To do: Write the listing out again word for word, skipping each picture.

Study material:
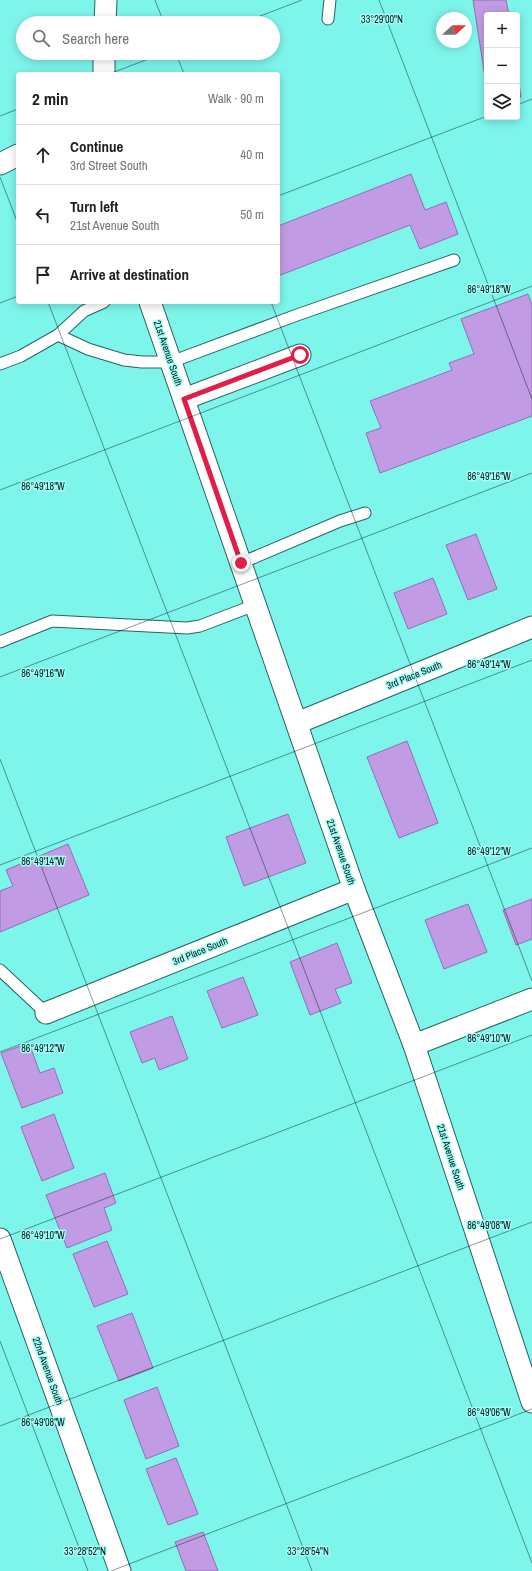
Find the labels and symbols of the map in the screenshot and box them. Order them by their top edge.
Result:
north arrow [436,12,472,48]
text: 33°29'00"N [361,13,403,26]
text: 86°49'18"W [467,283,511,296]
street label: 21st Avenue South [151,318,185,388]
route start [291,346,309,364]
text: 86°49'16"W [467,470,511,483]
text: 86°49'18"W [21,480,65,493]
route end [232,554,250,572]
street label: 3rd Place South [385,658,443,692]
text: 86°49'14"W [467,658,511,671]
text: 86°49'16"W [21,667,65,680]
street label: 21st Avenue South [324,817,358,887]
text: 86°49'12"W [467,845,511,858]
text: 86°49'14"W [21,855,65,868]
street label: 3rd Place South [171,934,229,968]
text: 86°49'10"W [467,1032,511,1045]
text: 86°49'12"W [21,1042,65,1055]
street label: 21st Avenue South [434,1122,468,1192]
text: 86°49'08"W [467,1219,511,1232]
text: 86°49'10"W [21,1229,65,1242]
street label: 22nd Avenue South [30,1335,66,1407]
text: 86°49'06"W [467,1406,511,1419]
text: 86°49'08"W [21,1416,65,1429]
text: 33°28'52"N [64,1545,106,1558]
text: 33°28'54"N [287,1545,329,1558]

Output for this exercise:
Find the labels and symbols of the map in the screenshot and box them. Order them by their top edge.
Result:
north arrow [436,12,472,48]
text: 33°29'00"N [361,13,403,26]
text: 86°49'18"W [467,283,511,296]
street label: 21st Avenue South [151,318,185,388]
route start [291,346,309,364]
text: 86°49'16"W [467,470,511,483]
text: 86°49'18"W [21,480,65,493]
route end [232,554,250,572]
street label: 3rd Place South [385,658,443,692]
text: 86°49'14"W [467,658,511,671]
text: 86°49'16"W [21,667,65,680]
street label: 21st Avenue South [324,817,358,887]
text: 86°49'12"W [467,845,511,858]
text: 86°49'14"W [21,855,65,868]
street label: 3rd Place South [171,934,229,968]
text: 86°49'10"W [467,1032,511,1045]
text: 86°49'12"W [21,1042,65,1055]
street label: 21st Avenue South [434,1122,468,1192]
text: 86°49'08"W [467,1219,511,1232]
text: 86°49'10"W [21,1229,65,1242]
street label: 22nd Avenue South [30,1335,66,1407]
text: 86°49'06"W [467,1406,511,1419]
text: 86°49'08"W [21,1416,65,1429]
text: 33°28'52"N [64,1545,106,1558]
text: 33°28'54"N [287,1545,329,1558]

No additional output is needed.